> **Exercise aim**: An answer that reproduces all the entries exactly is what is needed.
* * *
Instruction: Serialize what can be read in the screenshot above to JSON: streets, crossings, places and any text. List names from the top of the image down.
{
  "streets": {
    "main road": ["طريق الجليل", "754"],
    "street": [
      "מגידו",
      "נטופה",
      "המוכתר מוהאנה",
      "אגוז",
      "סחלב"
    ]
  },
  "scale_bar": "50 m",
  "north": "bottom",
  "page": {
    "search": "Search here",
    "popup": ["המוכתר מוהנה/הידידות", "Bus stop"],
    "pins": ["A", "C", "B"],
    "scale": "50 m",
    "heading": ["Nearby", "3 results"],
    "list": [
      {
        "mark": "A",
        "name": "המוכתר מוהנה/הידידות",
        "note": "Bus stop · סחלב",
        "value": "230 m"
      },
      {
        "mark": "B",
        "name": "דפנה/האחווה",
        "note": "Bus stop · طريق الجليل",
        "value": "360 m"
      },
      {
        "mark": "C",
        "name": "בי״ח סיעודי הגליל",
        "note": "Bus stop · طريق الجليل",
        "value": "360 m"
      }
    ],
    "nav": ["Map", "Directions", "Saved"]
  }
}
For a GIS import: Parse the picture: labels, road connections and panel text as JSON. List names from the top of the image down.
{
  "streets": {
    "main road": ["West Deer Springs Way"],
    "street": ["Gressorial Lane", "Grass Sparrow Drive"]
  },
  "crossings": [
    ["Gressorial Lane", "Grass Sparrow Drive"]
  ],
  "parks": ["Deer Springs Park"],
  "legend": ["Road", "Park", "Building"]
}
* * *
> **Reply to the task**:
Instruction: Serialize what can be read in the screenshot above to JSON: streets, crossings, places and any text. List names from the top of the image down.
{
  "streets": {
    "main road": ["طريق الجليل", "754"],
    "street": [
      "מגידו",
      "נטופה",
      "המוכתר מוהאנה",
      "אגוז",
      "סחלב"
    ]
  },
  "scale_bar": "50 m",
  "north": "bottom",
  "page": {
    "search": "Search here",
    "popup": ["המוכתר מוהנה/הידידות", "Bus stop"],
    "pins": ["A", "C", "B"],
    "scale": "50 m",
    "heading": ["Nearby", "3 results"],
    "list": [
      {
        "mark": "A",
        "name": "המוכתר מוהנה/הידידות",
        "note": "Bus stop · סחלב",
        "value": "230 m"
      },
      {
        "mark": "B",
        "name": "דפנה/האחווה",
        "note": "Bus stop · طريق الجليل",
        "value": "360 m"
      },
      {
        "mark": "C",
        "name": "בי״ח סיעודי הגליל",
        "note": "Bus stop · طريق الجليل",
        "value": "360 m"
      }
    ],
    "nav": ["Map", "Directions", "Saved"]
  }
}
For a GIS import: Parse the picture: labels, road connections and panel text as JSON. List names from the top of the image down.
{
  "streets": {
    "main road": ["West Deer Springs Way"],
    "street": ["Gressorial Lane", "Grass Sparrow Drive"]
  },
  "crossings": [
    ["Gressorial Lane", "Grass Sparrow Drive"]
  ],
  "parks": ["Deer Springs Park"],
  "legend": ["Road", "Park", "Building"]
}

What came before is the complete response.